Dedico la noche de viernes a sumergirme —audífonos de por medio para no despertar a dos feroces niñas que reivindican su derecho a ver el Disney Channel y ha costado meter en la cama— en un documental sobre el concierto en Tandil (2016) de Los Fundamentalistas del Aire Acondicionado, en esa jornada en que el Indio Solari anunció a sus fieles que tenía párkinson.

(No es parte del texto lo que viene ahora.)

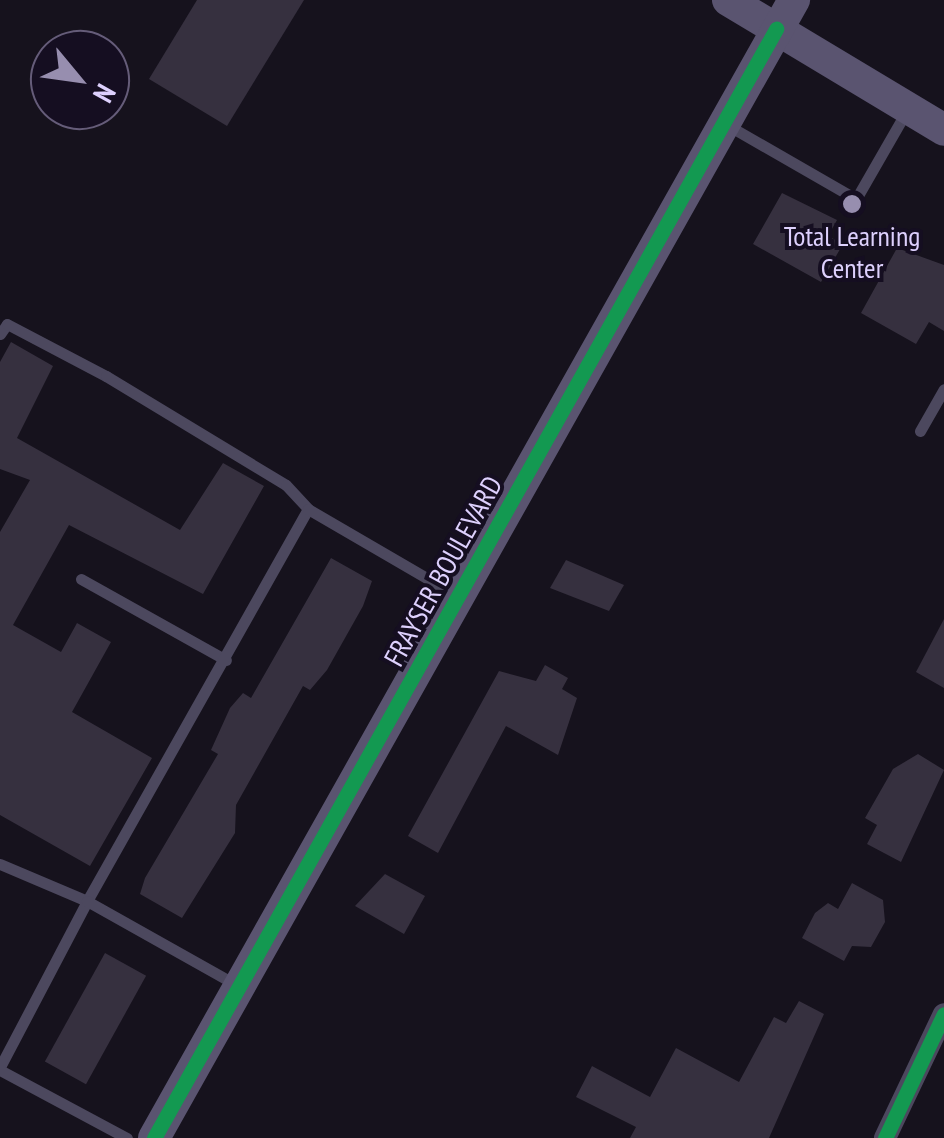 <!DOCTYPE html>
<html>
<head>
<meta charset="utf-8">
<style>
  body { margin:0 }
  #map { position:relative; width:944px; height:1138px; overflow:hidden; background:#16121d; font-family:"PT Sans Narrow",sans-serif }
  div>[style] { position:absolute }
  .building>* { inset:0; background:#36303f; transform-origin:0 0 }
  .service>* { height:11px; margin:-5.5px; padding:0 5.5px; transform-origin:5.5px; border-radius:5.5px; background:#4c485e }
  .minor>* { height:22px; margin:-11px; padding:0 11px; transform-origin:11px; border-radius:11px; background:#4c485e }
  .secondary>* { height:32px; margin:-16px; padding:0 16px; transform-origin:16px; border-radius:16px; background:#5a5470 }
  .cycleway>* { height:15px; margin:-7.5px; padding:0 7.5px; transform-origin:7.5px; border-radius:7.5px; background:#139951 }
  .dots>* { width:28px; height:28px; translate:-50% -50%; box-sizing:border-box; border:5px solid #150e21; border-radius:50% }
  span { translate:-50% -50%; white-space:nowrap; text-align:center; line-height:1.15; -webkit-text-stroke:8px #150e21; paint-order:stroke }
  .poi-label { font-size:28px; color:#ddd0fd }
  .street-label { font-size:28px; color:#ddd0fd }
  .north { position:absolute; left:30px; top:30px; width:100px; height:100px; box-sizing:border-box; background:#150e21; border:2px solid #655c79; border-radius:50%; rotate:119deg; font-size:28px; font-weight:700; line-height:40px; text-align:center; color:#ddd0fd }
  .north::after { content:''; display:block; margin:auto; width:35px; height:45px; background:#978eaf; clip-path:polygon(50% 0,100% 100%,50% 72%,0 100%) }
</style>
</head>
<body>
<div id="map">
  <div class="building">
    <i style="clip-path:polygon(197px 0,304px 0,227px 126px,149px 79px)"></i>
    <i style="clip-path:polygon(782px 193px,837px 220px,828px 236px,843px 244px,821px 282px,753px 244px)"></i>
    <i style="clip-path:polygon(897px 248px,944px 265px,944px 331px,929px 322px,916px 344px,861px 313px)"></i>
    <i style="clip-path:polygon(11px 342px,53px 366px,17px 438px,180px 530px,223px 463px,264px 486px,203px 594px,69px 525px,13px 625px,61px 652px,77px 623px,111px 642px,72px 712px,152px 758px,90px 866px,0 815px,0 532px,30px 480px,0 469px,0 362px)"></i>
    <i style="clip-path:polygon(331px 558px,372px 581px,363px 606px,327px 670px,310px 690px,303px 686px,236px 805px,235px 833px,182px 918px,140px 894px,145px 878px,218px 754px,211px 750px,230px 708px,243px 693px,251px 698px)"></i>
    <i style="clip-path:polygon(566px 560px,624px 585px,609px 611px,550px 588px)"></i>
    <i style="clip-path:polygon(944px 619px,944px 688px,916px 672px)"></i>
    <i style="clip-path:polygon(545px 665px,568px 678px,562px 689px,577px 698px,558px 755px,506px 726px,438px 853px,408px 836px,499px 671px,536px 681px)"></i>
    <i style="clip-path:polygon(918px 754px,944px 770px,901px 862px,867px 844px,877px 825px,865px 818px,893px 769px)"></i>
    <i style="clip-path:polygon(385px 874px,425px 896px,404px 934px,355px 906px)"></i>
    <i style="clip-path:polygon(852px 883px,883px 900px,885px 922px,871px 947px,852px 946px,844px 961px,802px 938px,815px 913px,828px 903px,838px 909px)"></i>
    <i style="left:105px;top:953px;width:47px;height:124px;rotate:29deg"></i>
    <i style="clip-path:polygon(799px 1001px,824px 1014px,769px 1138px,630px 1138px,636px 1127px,576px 1097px,592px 1066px,650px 1097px,676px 1048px,739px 1082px,774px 1017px,786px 1023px)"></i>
  </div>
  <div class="service">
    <i style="left:729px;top:126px;width:146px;rotate:29.9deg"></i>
    <i style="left:856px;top:199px;width:100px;rotate:-60.1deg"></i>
    <i style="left:0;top:334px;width:12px;rotate:-55deg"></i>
    <i style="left:7px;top:324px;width:112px;rotate:27.7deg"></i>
    <i style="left:106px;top:376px;width:210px;rotate:31.2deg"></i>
    <i style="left:286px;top:485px;width:33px;rotate:47deg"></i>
    <i style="left:920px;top:431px;width:48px;rotate:-60.3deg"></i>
    <i style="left:81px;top:579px;width:166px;rotate:29.2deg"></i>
    <i style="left:0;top:864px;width:95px;rotate:23deg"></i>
    <i style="left:87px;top:901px;width:450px;rotate:-60.6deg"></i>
    <i style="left:308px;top:509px;width:169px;rotate:30.2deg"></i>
    <i style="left:0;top:1067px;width:187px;rotate:-62.3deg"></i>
    <i style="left:87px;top:901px;width:170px;rotate:29.3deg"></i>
    <i style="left:0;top:1070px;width:144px;rotate:28.2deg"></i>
  </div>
  <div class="minor">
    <i style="left:885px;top:1138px;width:137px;rotate:-64.6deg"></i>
  </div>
  <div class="secondary">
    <i style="left:728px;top:0;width:252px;rotate:31deg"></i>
    <i style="left:154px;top:1138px;width:1306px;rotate:-60.65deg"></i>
  </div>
  <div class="cycleway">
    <i style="left:154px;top:1138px;width:1272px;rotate:-60.71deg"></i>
    <i style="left:885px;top:1138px;width:137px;rotate:-64.6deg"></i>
  </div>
  <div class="dots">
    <i style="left:852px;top:204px;background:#978eaf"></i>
  </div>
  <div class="poi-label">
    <span style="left:852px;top:252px">Total Learning<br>Center</span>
  </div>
  <div class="street-label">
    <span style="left:443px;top:571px;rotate:-61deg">FRAYSER BOULEVARD</span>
  </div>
  <div class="north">N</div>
</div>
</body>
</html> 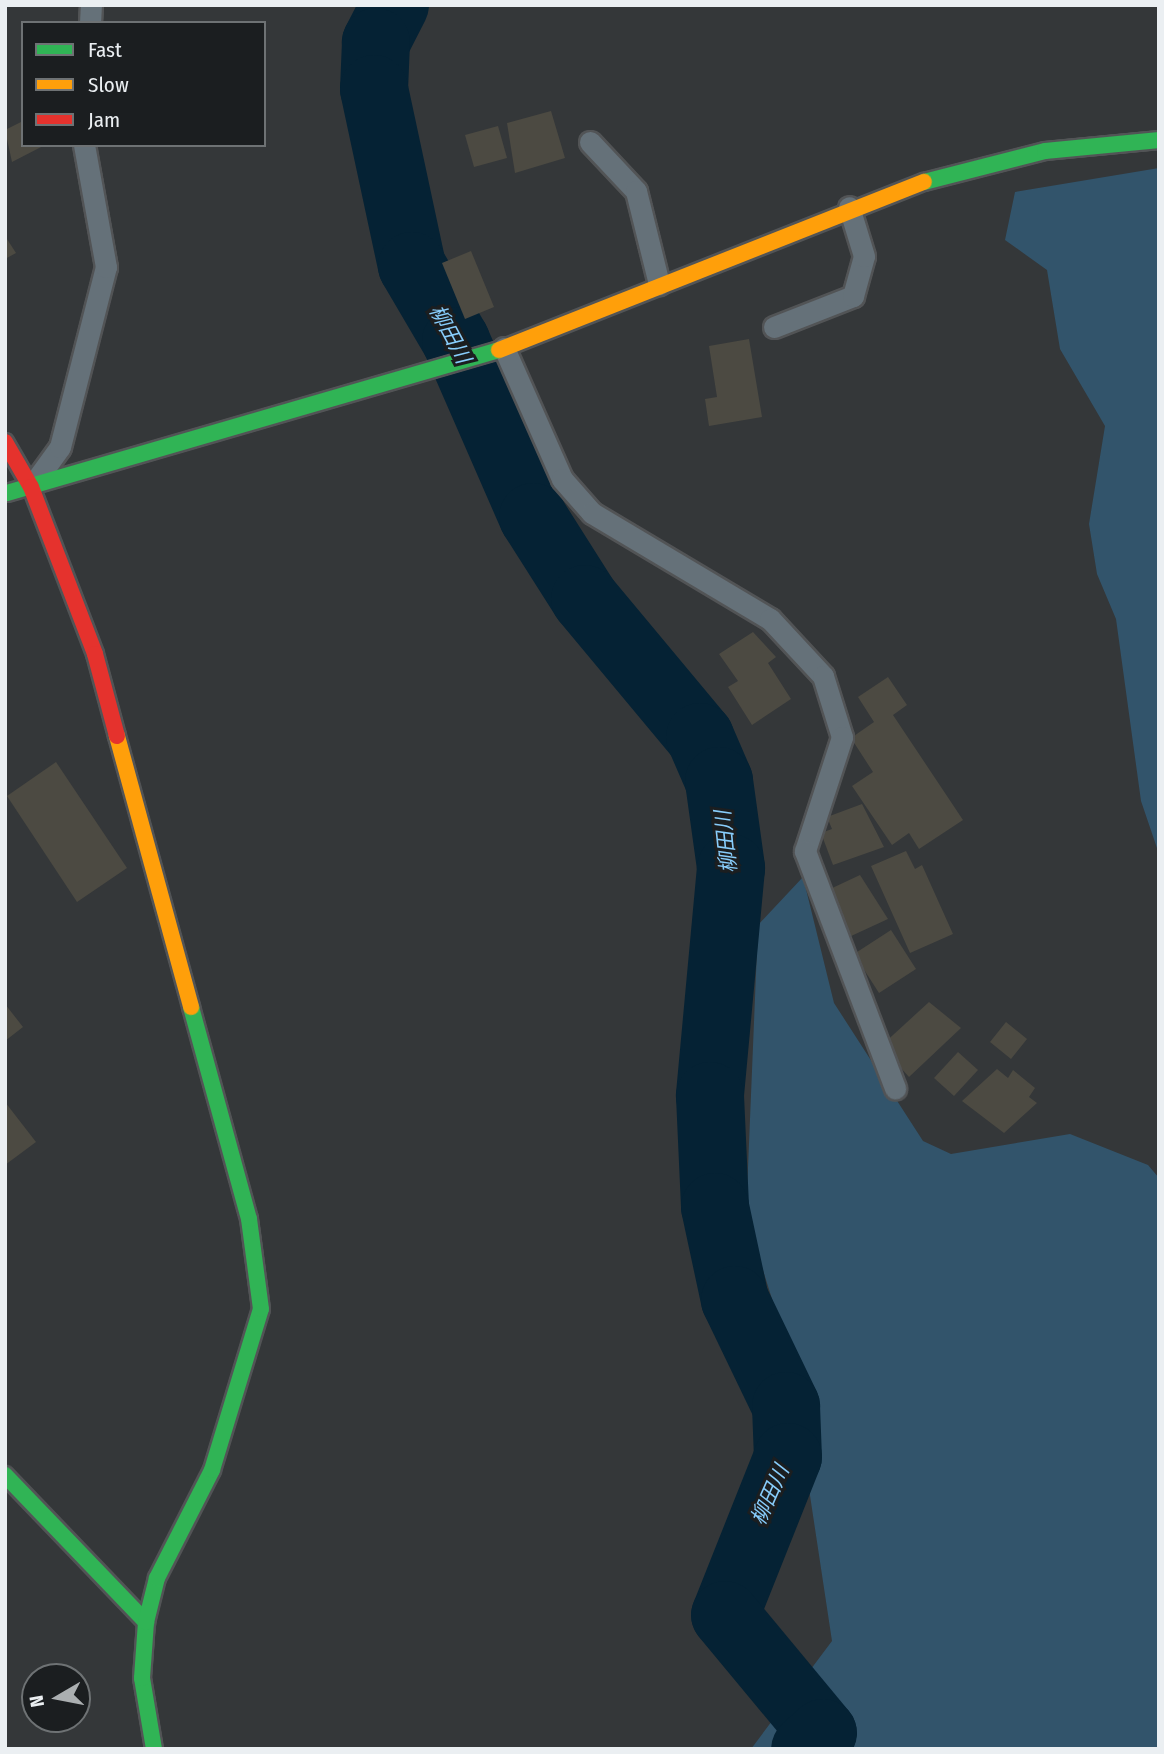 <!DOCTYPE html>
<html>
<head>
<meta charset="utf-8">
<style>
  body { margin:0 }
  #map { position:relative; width:1164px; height:1754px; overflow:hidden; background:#343739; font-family:"Fira Sans Condensed","Noto Sans JP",sans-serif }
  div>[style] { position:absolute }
  .green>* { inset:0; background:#32546b }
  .river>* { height:68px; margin:-34px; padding:0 34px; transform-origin:34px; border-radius:34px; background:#052234 }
  .building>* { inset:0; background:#4c4a42 }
  .roads { filter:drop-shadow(2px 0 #525456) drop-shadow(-2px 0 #525456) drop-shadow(0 2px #525456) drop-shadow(0 -2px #525456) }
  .lane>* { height:21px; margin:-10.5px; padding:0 10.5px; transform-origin:10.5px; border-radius:10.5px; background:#657179 }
  .fast>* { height:16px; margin:-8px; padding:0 8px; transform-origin:8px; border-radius:8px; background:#30b455 }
  .slow>* { height:16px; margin:-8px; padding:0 8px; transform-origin:8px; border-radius:8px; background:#ff9f0a }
  .jam>* { height:16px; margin:-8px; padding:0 8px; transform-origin:8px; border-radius:8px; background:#e5322d }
  span { translate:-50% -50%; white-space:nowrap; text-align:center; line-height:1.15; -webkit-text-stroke:6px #1b1e20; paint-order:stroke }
  .water-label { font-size:21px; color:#88cdfb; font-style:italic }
  .frame { position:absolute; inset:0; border:7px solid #ebeff2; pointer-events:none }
  .legend { position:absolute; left:21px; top:21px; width:245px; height:126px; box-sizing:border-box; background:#1b1e20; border:2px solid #6e7274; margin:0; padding:9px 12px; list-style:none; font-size:21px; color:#ebeff2 }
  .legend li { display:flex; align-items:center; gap:14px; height:35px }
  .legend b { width:35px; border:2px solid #6e7274 }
  .north { position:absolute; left:21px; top:1663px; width:70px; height:70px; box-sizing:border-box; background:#1b1e20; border:2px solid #6e7274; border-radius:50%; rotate:260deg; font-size:19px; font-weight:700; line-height:28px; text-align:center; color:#ebeff2 }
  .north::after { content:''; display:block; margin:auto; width:24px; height:32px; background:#abafb1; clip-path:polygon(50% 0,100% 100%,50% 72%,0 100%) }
</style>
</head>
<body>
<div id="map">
  <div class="green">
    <div style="clip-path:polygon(1159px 168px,1159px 854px,1141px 801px,1116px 619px,1097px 574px,1089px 524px,1105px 426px,1060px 349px,1047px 270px,1005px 240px,1015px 192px)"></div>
    <div style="clip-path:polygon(803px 877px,834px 1003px,923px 1141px,951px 1154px,1070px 1134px,1148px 1165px,1159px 1178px,1159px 1749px,751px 1749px,832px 1641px,788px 1350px,746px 1216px,758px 925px)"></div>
  </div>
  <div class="river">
    <div style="left:395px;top:5px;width:42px;rotate:117.2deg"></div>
    <div style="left:376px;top:42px;width:47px;rotate:92.4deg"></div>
    <div style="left:374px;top:89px;width:181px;rotate:77.9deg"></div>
    <div style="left:412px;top:266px;width:87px;rotate:59.6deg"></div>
    <div style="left:456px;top:341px;width:192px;rotate:66.4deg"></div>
    <div style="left:533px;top:517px;width:97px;rotate:57.6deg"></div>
    <div style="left:585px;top:599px;width:180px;rotate:50.2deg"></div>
    <div style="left:700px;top:737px;width:48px;rotate:66.6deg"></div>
    <div style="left:719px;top:781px;width:88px;rotate:82.1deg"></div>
    <div style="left:731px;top:868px;width:229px;rotate:95.3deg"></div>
    <div style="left:710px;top:1096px;width:111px;rotate:87.4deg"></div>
    <div style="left:715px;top:1207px;width:95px;rotate:77.9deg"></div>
    <div style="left:735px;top:1300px;width:118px;rotate:64.3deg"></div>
    <div style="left:786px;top:1406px;width:51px;rotate:87.8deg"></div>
    <div style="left:788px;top:1457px;width:170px;rotate:111.7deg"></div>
    <div style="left:725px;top:1615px;width:153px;rotate:50.3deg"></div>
    <div style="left:823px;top:1733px;width:24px;rotate:138deg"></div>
  </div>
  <div class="building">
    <div style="clip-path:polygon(551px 111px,565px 158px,515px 173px,507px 123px)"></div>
    <div style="clip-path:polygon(23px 121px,23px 145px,45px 145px,12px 162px,5px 130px)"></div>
    <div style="clip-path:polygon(498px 126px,507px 158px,474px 167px,465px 135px)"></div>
    <div style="clip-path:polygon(5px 236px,16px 253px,5px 259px)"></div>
    <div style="clip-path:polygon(471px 251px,494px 307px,465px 319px,442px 263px)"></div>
    <div style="clip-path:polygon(749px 339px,762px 417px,709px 426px,705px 399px,717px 397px,709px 346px)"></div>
    <div style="clip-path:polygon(753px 632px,776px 657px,768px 663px,791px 699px,752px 725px,728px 687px,738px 681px,719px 654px)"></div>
    <div style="clip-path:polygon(888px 677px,907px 705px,893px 715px,963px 820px,919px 849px,909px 833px,892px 845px,852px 786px,873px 772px,851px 738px,874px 722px,858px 697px)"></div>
    <div style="clip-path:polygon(56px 762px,127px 868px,77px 902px,7px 796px)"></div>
    <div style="clip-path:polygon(862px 804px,884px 847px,833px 865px,821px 833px,832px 829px,827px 817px)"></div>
    <div style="clip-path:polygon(906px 851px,915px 869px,922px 865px,953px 934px,910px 953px,871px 866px)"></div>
    <div style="clip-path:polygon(860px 875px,888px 919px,849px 937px,828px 890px)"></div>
    <div style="clip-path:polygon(891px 930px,916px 969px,879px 993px,854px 954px)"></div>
    <div style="clip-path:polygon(929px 1002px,961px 1028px,909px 1077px,881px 1046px)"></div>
    <div style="clip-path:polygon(5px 1004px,23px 1027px,5px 1041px)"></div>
    <div style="clip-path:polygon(1006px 1022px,1027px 1039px,1011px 1059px,990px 1042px)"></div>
    <div style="clip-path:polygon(958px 1052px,978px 1070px,954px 1096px,934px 1078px)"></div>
    <div style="clip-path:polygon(997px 1069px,1008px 1078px,1013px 1070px,1035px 1088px,1029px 1097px,1037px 1103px,1004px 1133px,962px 1101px)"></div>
    <div style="clip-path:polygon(5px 1102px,36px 1142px,5px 1165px)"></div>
  </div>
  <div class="roads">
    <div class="lane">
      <div style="left:90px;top:23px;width:18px;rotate:-87deg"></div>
      <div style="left:590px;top:142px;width:67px;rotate:46.8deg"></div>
      <div style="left:636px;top:191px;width:96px;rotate:76.1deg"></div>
      <div style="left:774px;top:327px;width:85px;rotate:-21.4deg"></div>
      <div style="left:853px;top:296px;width:41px;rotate:-74.6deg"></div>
      <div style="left:864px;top:256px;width:51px;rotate:-107deg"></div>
      <div style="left:504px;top:348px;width:143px;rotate:66.1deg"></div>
      <div style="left:562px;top:479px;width:45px;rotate:48.6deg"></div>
      <div style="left:592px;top:513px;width:207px;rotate:30.8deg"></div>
      <div style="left:770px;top:619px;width:78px;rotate:47.1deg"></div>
      <div style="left:823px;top:676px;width:64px;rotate:72.7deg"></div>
      <div style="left:842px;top:737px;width:120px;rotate:108deg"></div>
      <div style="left:805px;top:851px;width:254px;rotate:69.2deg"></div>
      <div style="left:34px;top:483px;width:44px;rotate:-54.2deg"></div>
      <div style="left:60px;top:447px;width:186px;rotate:-75.7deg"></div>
      <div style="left:106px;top:267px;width:124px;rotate:-100.2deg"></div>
    </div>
    <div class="fast">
      <div style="left:924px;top:182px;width:125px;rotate:-14.4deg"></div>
      <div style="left:1045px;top:151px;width:115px;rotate:-5.5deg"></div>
      <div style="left:7px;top:493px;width:512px;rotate:-16.21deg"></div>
      <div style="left:5px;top:1475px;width:204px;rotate:46.2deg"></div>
      <div style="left:154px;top:1749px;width:72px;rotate:-99.6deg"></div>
      <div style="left:142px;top:1678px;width:56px;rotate:-85.9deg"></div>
      <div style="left:146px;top:1622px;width:45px;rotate:-76deg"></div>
      <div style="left:157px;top:1578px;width:121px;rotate:-63deg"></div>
      <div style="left:212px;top:1470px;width:168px;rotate:-73.1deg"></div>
      <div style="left:261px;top:1309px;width:91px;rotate:-97.6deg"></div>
      <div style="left:249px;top:1219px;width:220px;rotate:-105.3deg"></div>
    </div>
    <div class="slow">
      <div style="left:499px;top:350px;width:457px;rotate:-21.6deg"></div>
      <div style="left:117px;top:736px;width:281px;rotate:74.7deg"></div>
    </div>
    <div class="jam">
      <div style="left:5px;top:442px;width:52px;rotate:60deg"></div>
      <div style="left:31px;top:487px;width:179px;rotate:69deg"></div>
      <div style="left:95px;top:654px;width:85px;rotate:75deg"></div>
    </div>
  </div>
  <div class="water-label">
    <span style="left:450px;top:334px;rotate:62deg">柳田川</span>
    <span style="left:726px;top:842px;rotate:-96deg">柳田川</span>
    <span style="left:770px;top:1495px;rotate:-66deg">柳田川</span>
  </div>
  <div class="frame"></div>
  <ul class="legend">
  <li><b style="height:9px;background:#30b455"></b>Fast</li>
  <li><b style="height:9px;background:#ff9f0a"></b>Slow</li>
  <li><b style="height:9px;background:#e5322d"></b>Jam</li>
  </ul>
  <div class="north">N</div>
</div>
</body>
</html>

No es poca cosa hablar del Indio Solari sin tener que ir hasta los años de gloria de Patricio Rey y sus Redonditos de Ricota cantando sobre La hija del fletero —esa que el día que volvió a Madrid me mandó al descenso— para luego explicar que Soda Stereo no lo era todo en Argentina y que, de hecho, hay muchos a los que no les gusta Soda. En ese sentido, los Redonditos, el Indio y sus Fundamentalistas tienen algo de lo que Soda carece: raigambre.
Y la explicación más sencilla puede ser aquella de que Soda se hizo una reputación afuera mientras los Redonditos y el Indio se quedaron con el mercado interno. Lo cierto es que los Redonditos y, por ende, el Indio conectan y se identifican a cabalidad con al menos un par de generaciones de esa Argentina marcada por las Malvinas, lo que explica su popularidad masiva y el membrete que varios melómanos le dan de la banda de rock más importante de ese país. Por si falta una prueba de esa afirmación, allí está ¡Bang! ¡Bang! Estás liquidado.
Si uno atiende a la mística detrás de la multitud en el estadio Único de La Plata coreando y bailando hasta la histeria una canción que va sobre «tipos que no duermen en la noche» y que «venían caminando a la deriva», se puede atestiguar que se encuentra en la presencia de uno de los legados más importantes del rock en español. Jijiji es, según Rolling Stone, la mejor canción de los Redonditos, pero es ante todo un himno para esa multitud de todas las edades que se identifica con las letras compuestas por un tipo que es un ícono de la contracultura, calvo, de eternos anteojos oscuros y que ronda los 70 años.
Se puede decir que el Indio sentó las bases sólidas de una religión, con fanáticos que lo adoran y siguen, incluso después de la tragedia de Olavarría, en marzo de 2017, que está empezando su peregrinaje por los juzgados de Argentina. Cuatrocientas mil personas se habrían juntado para ver a los Fundamentalistas y superar el aforo del lugar. Hay dos muertos, y la Fiscalía busca imputar al Indio. Ya veremos cómo acaba esta historia.
Mientras tanto, me quedo con el concierto en Tandil. Me quedo también con las palabras del Indio, un tipo de verbo fácil que entiende como un privilegio el que la gente se identifique con sus letras cuando él es alguien como todos, con las mismas miserias, y que de paso no duda en decirlo: no le gusta Soda. Le gusta Cerati en su época de solista.